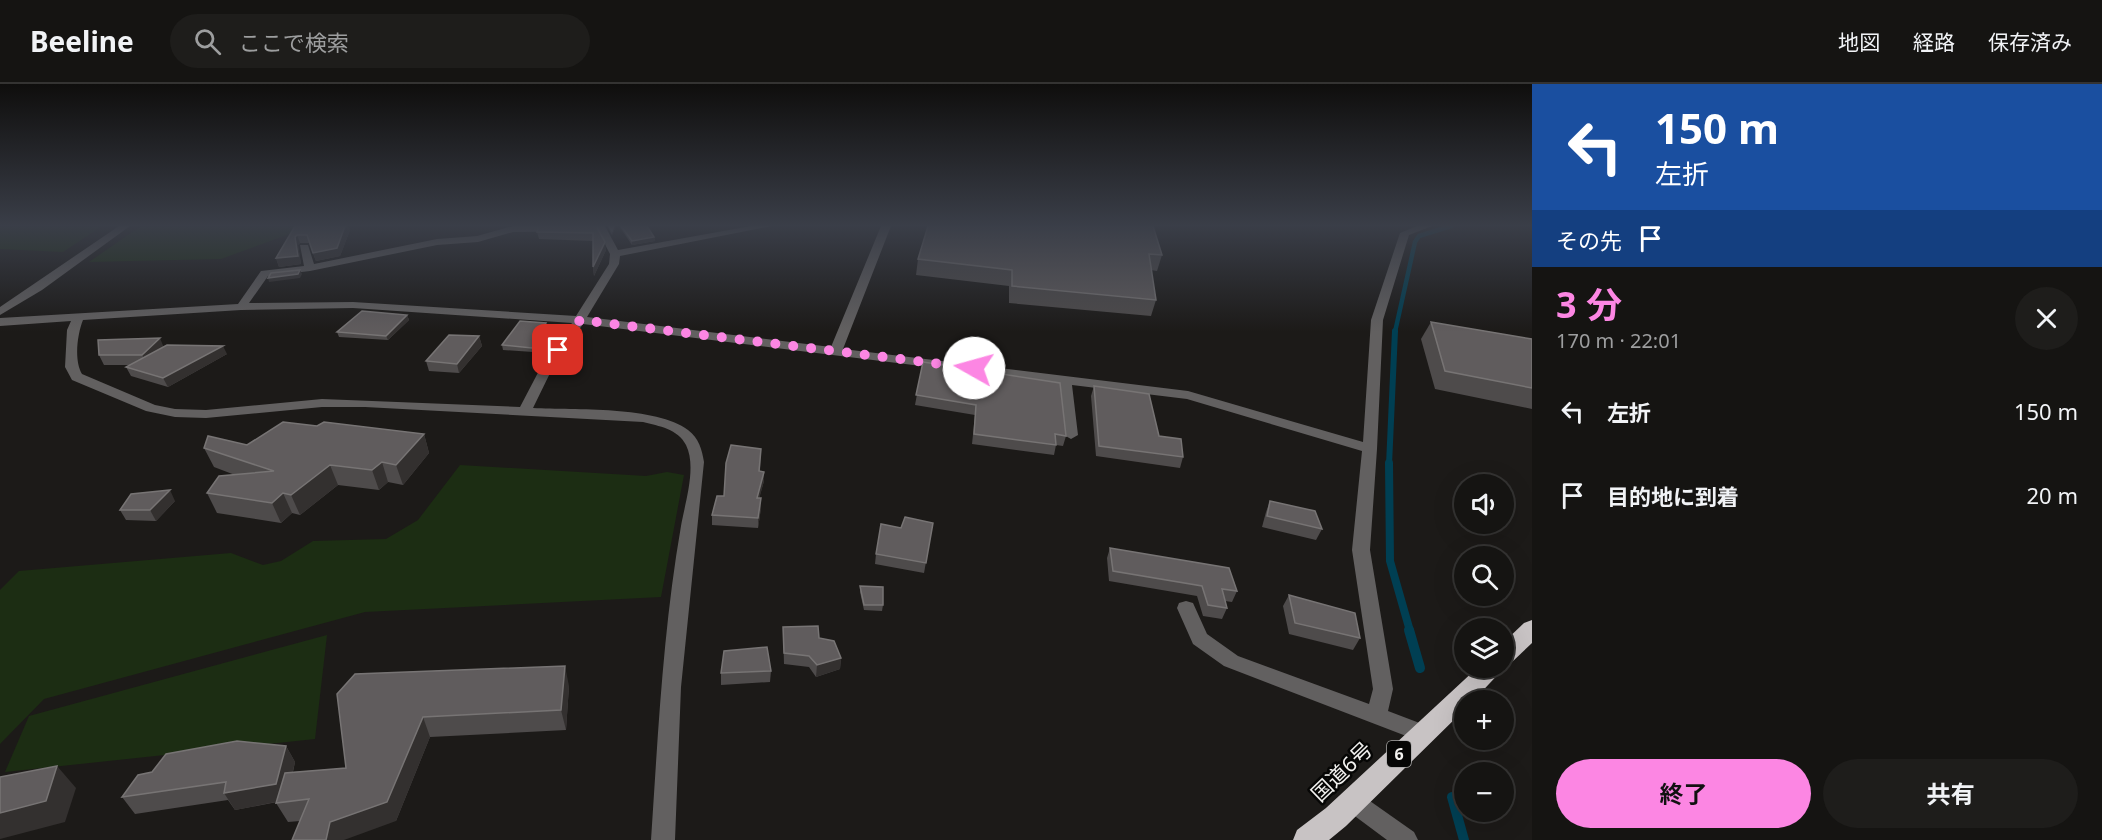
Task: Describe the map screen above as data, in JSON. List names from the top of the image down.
{
  "streets": {
    "highway": ["6", "国道6号"]
  },
  "page": {
    "header": "Beeline",
    "search": "ここで検索",
    "nav": ["地図", "経路", "保存済み"],
    "turn": ["150 m", "左折"],
    "then": "その先",
    "heading": ["3 分", "170 m · 22:01"],
    "list": [
      {
        "name": "左折",
        "value": "150 m"
      },
      {
        "name": "目的地に到着",
        "value": "20 m"
      }
    ],
    "map_buttons": ["+", "−"],
    "buttons": ["終了", "共有"]
  }
}
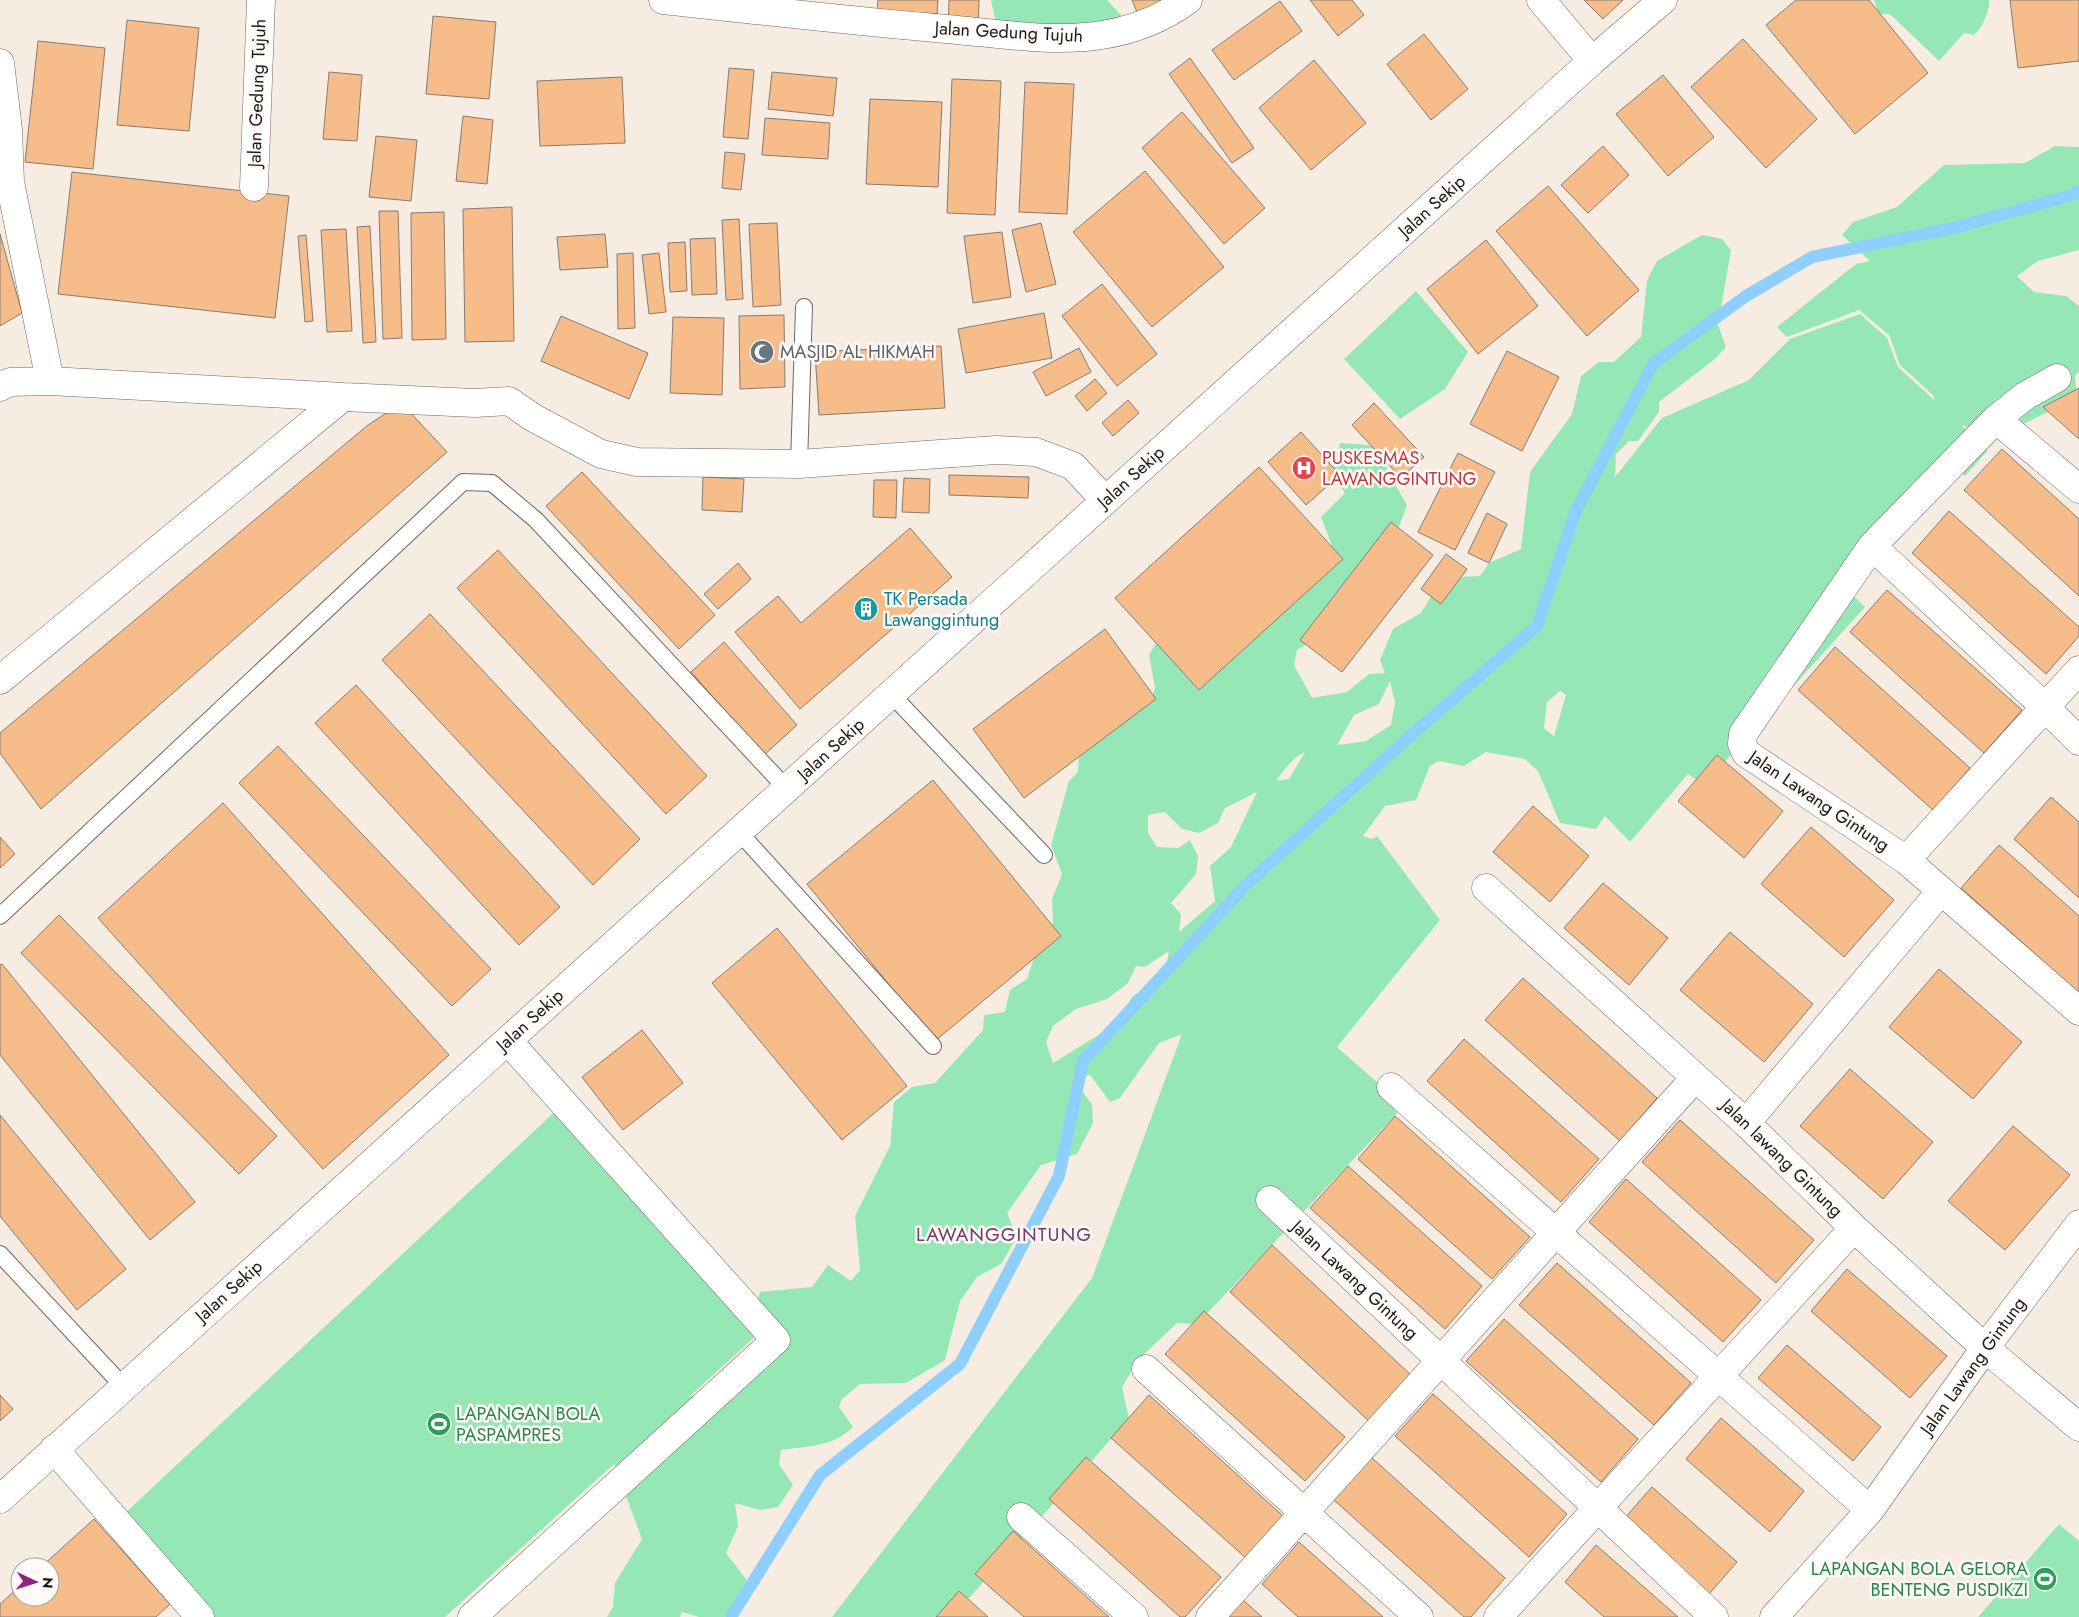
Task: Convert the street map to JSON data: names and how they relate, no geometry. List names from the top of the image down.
{
  "streets": {
    "street": [
      "Jalan Gedung Tujuh",
      "Jalan Sekip",
      "Jalan Lawang Gintung",
      "Jalan lawang Gintung"
    ]
  },
  "crossings": [
    ["Jalan Lawang Gintung", "Jalan lawang Gintung"]
  ],
  "districts": ["LAWANGGINTUNG"],
  "places": {
    "mosque": ["MASJID AL HIKMAH"],
    "hospital": ["PUSKESMAS LAWANGGINTUNG"],
    "building": ["TK Persada Lawanggintung"],
    "sports": ["LAPANGAN BOLA PASPAMPRES", "LAPANGAN BOLA GELORA BENTENG PUSDIKZI"]
  },
  "north": "right"
}
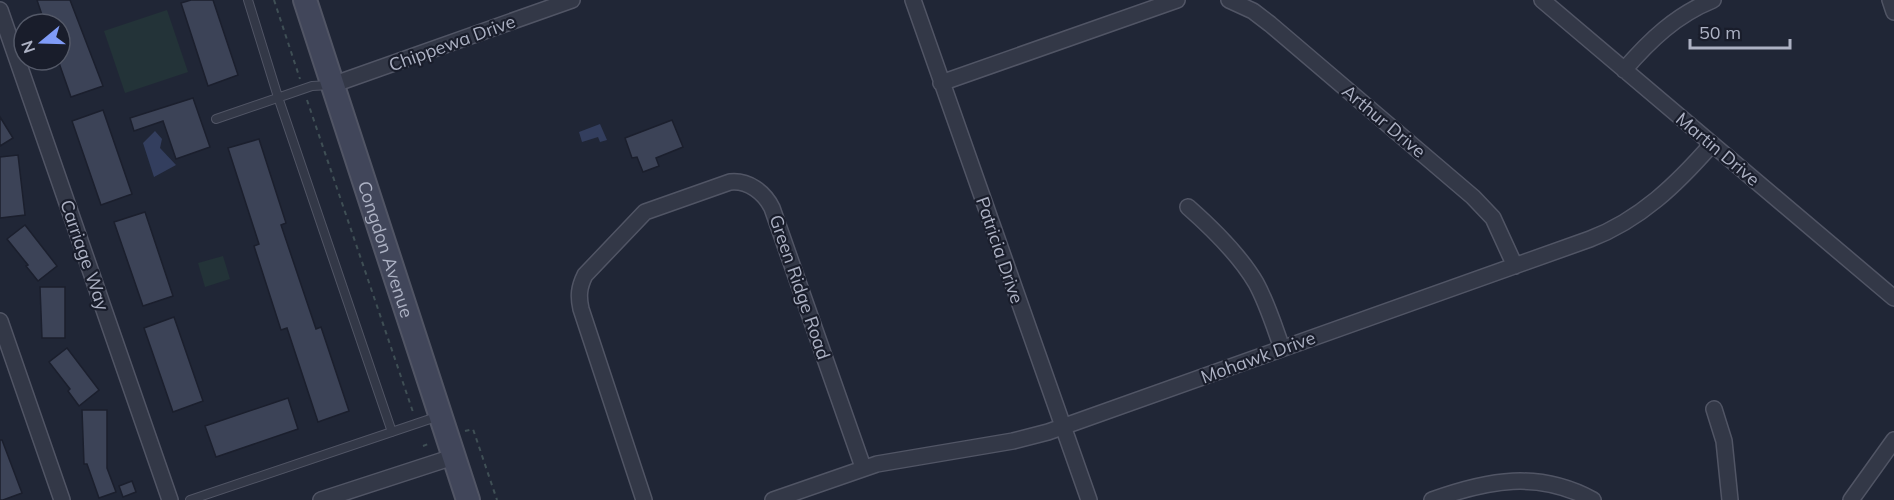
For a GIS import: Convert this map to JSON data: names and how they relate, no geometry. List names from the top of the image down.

————————

## PROMPT:
The pictures stay out; everything else in the records above must be repeated exactly.

## SOLUTION:
Task: Describe the map screen above as data, in JSON. List names from the top of the image down.
{
  "streets": {
    "highway": ["6", "国道6号"]
  },
  "page": {
    "header": "Beeline",
    "search": "ここで検索",
    "nav": ["地図", "経路", "保存済み"],
    "turn": ["150 m", "左折"],
    "then": "その先",
    "heading": ["3 分", "170 m · 22:01"],
    "list": [
      {
        "name": "左折",
        "value": "150 m"
      },
      {
        "name": "目的地に到着",
        "value": "20 m"
      }
    ],
    "map_buttons": ["+", "−"],
    "buttons": ["終了", "共有"]
  }
}
Task: Convert the street map to JSON data: names and how they relate, no geometry. List names from the top of the image down.
{
  "streets": {
    "street": [
      "Jalan Gedung Tujuh",
      "Jalan Sekip",
      "Jalan Lawang Gintung",
      "Jalan lawang Gintung"
    ]
  },
  "crossings": [
    ["Jalan Lawang Gintung", "Jalan lawang Gintung"]
  ],
  "districts": ["LAWANGGINTUNG"],
  "places": {
    "mosque": ["MASJID AL HIKMAH"],
    "hospital": ["PUSKESMAS LAWANGGINTUNG"],
    "building": ["TK Persada Lawanggintung"],
    "sports": ["LAPANGAN BOLA PASPAMPRES", "LAPANGAN BOLA GELORA BENTENG PUSDIKZI"]
  },
  "north": "right"
}
For a GIS import: Convert this map to JSON data: names and how they relate, no geometry. List names from the top of the image down.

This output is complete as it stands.